PROBLEM TO WORK ON: Starting with the line that contains "Transcribe the names and structure of the map" and stopping after the line that contains "Annotation task. Transcribe the names and structure of the", copy the entries below exactly. Include nothing else.

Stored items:
----

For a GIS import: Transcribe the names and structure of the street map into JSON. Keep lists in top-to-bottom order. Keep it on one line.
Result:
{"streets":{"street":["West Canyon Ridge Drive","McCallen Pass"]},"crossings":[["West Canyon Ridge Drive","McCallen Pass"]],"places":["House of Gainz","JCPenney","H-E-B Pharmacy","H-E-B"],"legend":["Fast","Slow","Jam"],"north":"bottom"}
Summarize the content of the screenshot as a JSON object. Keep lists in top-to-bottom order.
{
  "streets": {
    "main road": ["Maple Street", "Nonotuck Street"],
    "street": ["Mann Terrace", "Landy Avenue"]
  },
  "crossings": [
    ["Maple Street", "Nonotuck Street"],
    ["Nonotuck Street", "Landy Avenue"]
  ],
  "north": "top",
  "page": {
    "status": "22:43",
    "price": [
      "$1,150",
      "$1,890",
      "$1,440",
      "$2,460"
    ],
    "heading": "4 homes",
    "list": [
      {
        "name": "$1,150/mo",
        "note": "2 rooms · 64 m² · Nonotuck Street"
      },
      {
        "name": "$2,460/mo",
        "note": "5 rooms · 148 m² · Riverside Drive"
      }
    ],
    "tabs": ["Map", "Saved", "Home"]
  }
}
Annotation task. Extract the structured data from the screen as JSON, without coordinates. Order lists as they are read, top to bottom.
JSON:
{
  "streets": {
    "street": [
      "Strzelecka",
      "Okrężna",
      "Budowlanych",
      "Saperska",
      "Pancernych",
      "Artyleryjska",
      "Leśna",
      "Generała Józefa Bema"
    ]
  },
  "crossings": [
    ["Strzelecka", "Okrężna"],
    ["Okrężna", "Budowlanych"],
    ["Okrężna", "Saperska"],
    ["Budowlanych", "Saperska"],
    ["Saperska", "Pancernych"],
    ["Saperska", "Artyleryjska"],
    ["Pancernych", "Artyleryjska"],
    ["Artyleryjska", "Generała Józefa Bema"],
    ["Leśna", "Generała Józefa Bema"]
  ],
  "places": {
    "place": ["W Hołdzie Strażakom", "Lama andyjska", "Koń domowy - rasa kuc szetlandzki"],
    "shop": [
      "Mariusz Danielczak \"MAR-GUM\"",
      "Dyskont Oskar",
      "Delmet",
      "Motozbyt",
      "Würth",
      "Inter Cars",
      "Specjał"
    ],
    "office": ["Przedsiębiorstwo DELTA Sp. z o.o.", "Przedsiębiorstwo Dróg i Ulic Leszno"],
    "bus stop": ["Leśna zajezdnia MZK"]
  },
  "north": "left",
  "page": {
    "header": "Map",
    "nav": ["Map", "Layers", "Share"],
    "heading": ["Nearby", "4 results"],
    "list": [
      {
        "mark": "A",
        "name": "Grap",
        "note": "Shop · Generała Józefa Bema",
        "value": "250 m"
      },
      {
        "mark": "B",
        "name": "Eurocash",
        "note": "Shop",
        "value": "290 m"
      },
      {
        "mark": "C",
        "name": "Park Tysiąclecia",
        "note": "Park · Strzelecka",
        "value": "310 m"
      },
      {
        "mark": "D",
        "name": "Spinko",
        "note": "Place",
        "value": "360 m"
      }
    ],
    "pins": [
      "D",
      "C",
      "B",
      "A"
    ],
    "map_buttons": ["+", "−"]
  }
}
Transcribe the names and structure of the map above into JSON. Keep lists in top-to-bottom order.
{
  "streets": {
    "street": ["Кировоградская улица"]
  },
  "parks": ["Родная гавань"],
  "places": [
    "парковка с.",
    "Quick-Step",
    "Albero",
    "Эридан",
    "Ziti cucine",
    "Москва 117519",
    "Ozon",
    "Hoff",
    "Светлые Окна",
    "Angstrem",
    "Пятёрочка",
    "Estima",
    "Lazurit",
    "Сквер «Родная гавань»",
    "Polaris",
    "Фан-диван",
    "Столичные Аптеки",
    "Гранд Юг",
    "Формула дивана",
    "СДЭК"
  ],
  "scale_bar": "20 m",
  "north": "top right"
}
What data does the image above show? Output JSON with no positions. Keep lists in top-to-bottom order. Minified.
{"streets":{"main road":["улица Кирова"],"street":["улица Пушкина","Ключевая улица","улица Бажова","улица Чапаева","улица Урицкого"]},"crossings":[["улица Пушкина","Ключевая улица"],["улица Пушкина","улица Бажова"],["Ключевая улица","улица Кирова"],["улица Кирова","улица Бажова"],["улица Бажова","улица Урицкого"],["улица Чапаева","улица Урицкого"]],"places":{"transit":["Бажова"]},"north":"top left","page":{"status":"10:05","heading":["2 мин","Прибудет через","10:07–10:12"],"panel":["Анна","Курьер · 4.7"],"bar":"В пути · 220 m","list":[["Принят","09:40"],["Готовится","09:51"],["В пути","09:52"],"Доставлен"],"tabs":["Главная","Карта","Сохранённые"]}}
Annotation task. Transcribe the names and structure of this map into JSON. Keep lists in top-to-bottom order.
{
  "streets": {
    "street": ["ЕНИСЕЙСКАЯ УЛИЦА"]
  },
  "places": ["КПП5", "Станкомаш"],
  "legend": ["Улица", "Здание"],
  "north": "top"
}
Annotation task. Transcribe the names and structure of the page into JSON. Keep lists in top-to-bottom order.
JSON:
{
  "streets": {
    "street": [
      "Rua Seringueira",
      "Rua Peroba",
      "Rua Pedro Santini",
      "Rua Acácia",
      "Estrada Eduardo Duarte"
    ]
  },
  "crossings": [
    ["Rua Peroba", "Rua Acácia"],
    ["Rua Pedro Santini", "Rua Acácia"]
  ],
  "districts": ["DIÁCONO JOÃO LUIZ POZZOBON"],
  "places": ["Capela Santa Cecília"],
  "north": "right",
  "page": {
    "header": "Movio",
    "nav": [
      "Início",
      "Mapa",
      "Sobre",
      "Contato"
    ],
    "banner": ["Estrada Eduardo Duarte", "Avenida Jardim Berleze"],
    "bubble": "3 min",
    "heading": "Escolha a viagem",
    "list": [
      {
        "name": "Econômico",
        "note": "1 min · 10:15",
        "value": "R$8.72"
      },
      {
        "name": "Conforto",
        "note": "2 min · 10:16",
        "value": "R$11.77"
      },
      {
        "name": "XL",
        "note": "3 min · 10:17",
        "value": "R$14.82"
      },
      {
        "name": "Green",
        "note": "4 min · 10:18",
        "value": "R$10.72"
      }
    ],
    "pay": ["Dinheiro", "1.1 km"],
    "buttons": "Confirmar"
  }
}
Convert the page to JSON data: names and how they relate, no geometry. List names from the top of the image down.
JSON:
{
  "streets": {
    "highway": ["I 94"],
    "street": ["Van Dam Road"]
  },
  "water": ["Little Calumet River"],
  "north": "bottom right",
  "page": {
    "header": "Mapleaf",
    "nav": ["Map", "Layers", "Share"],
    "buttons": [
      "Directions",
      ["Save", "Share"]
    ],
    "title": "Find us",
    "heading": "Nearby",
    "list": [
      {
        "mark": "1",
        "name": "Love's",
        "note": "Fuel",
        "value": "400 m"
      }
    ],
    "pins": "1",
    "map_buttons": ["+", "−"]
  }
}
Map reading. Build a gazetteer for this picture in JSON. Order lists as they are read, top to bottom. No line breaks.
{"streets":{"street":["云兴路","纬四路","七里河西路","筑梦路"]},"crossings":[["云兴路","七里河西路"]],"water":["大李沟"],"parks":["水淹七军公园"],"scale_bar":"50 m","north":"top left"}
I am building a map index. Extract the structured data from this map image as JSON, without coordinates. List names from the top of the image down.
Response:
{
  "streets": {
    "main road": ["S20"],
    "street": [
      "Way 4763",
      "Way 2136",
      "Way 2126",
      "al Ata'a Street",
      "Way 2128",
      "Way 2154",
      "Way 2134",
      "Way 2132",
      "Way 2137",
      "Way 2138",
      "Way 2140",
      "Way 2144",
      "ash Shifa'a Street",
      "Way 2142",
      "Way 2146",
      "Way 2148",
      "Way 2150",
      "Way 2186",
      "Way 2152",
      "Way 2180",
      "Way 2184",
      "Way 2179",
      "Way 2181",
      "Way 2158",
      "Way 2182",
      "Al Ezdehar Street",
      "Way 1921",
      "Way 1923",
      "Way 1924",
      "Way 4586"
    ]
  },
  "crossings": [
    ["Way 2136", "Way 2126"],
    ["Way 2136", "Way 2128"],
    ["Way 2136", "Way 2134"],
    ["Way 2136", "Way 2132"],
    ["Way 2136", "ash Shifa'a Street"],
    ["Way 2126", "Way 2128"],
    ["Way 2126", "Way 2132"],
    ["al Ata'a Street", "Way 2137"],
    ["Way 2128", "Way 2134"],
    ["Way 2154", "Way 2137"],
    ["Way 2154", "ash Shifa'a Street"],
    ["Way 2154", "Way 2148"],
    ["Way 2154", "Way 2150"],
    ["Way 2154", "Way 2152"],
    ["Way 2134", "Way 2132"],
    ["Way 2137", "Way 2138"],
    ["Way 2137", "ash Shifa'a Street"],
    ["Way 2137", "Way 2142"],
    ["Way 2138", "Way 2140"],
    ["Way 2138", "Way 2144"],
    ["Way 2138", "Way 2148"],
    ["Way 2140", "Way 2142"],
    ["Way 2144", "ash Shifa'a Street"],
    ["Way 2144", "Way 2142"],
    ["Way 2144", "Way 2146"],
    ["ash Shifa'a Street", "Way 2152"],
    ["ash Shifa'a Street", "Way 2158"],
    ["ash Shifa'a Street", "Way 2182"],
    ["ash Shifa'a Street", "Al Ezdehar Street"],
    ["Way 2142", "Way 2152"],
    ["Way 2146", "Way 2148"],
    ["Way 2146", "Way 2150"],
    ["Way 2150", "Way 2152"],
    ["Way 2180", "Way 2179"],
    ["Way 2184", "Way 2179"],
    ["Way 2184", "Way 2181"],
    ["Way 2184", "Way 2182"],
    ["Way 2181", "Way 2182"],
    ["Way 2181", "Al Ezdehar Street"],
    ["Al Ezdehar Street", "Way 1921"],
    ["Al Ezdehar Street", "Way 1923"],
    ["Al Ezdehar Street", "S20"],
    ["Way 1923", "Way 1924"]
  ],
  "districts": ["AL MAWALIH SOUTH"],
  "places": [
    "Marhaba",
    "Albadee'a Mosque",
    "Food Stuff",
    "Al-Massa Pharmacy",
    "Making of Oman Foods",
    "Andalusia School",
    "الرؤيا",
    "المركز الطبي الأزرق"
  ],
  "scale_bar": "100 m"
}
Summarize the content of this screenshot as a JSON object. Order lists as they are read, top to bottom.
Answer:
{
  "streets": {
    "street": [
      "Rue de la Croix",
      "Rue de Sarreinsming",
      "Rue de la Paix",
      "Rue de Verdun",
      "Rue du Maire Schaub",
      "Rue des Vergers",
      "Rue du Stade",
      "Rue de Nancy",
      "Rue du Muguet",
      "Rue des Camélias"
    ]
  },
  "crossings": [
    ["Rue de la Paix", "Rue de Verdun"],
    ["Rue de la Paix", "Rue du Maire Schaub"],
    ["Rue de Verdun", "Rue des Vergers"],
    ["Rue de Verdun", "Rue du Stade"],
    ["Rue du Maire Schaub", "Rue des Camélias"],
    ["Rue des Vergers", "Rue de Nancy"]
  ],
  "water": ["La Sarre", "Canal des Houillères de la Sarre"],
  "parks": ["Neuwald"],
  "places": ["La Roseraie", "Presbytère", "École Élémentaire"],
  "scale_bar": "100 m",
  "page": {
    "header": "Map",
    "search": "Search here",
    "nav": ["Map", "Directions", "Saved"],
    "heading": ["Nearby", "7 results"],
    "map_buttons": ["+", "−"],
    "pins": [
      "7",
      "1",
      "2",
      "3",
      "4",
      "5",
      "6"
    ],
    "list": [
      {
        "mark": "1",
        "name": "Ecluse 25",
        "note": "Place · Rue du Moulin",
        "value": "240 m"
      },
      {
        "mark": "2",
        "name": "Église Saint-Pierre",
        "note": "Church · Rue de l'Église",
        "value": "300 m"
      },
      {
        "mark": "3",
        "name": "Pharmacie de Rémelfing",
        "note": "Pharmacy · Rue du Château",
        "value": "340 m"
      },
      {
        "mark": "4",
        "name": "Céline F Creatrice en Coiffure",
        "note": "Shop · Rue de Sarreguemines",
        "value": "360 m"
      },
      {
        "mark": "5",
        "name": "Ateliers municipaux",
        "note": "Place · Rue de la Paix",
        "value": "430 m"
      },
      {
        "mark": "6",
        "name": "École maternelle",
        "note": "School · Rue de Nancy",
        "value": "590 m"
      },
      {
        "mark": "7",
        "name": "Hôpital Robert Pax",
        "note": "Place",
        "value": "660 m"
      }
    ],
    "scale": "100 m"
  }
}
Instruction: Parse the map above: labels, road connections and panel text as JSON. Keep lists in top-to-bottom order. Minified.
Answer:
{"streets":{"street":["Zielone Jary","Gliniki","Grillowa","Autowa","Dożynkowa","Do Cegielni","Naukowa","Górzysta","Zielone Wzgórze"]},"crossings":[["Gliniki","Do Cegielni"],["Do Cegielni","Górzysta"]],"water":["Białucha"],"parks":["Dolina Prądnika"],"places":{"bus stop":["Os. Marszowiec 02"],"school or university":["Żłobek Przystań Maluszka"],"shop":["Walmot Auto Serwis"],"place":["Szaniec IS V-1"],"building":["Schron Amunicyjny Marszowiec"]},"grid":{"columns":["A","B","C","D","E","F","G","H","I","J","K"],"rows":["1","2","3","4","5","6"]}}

----

TASK OUTPUT:
Transcribe the names and structure of the map above into JSON. Keep lists in top-to-bottom order.
{
  "streets": {
    "street": ["Кировоградская улица"]
  },
  "parks": ["Родная гавань"],
  "places": [
    "парковка с.",
    "Quick-Step",
    "Albero",
    "Эридан",
    "Ziti cucine",
    "Москва 117519",
    "Ozon",
    "Hoff",
    "Светлые Окна",
    "Angstrem",
    "Пятёрочка",
    "Estima",
    "Lazurit",
    "Сквер «Родная гавань»",
    "Polaris",
    "Фан-диван",
    "Столичные Аптеки",
    "Гранд Юг",
    "Формула дивана",
    "СДЭК"
  ],
  "scale_bar": "20 m",
  "north": "top right"
}
What data does the image above show? Output JSON with no positions. Keep lists in top-to-bottom order. Minified.
{"streets":{"main road":["улица Кирова"],"street":["улица Пушкина","Ключевая улица","улица Бажова","улица Чапаева","улица Урицкого"]},"crossings":[["улица Пушкина","Ключевая улица"],["улица Пушкина","улица Бажова"],["Ключевая улица","улица Кирова"],["улица Кирова","улица Бажова"],["улица Бажова","улица Урицкого"],["улица Чапаева","улица Урицкого"]],"places":{"transit":["Бажова"]},"north":"top left","page":{"status":"10:05","heading":["2 мин","Прибудет через","10:07–10:12"],"panel":["Анна","Курьер · 4.7"],"bar":"В пути · 220 m","list":[["Принят","09:40"],["Готовится","09:51"],["В пути","09:52"],"Доставлен"],"tabs":["Главная","Карта","Сохранённые"]}}
Annotation task. Transcribe the names and structure of this map into JSON. Keep lists in top-to-bottom order.
{
  "streets": {
    "street": ["ЕНИСЕЙСКАЯ УЛИЦА"]
  },
  "places": ["КПП5", "Станкомаш"],
  "legend": ["Улица", "Здание"],
  "north": "top"
}
Annotation task. Transcribe the names and structure of the page into JSON. Keep lists in top-to-bottom order.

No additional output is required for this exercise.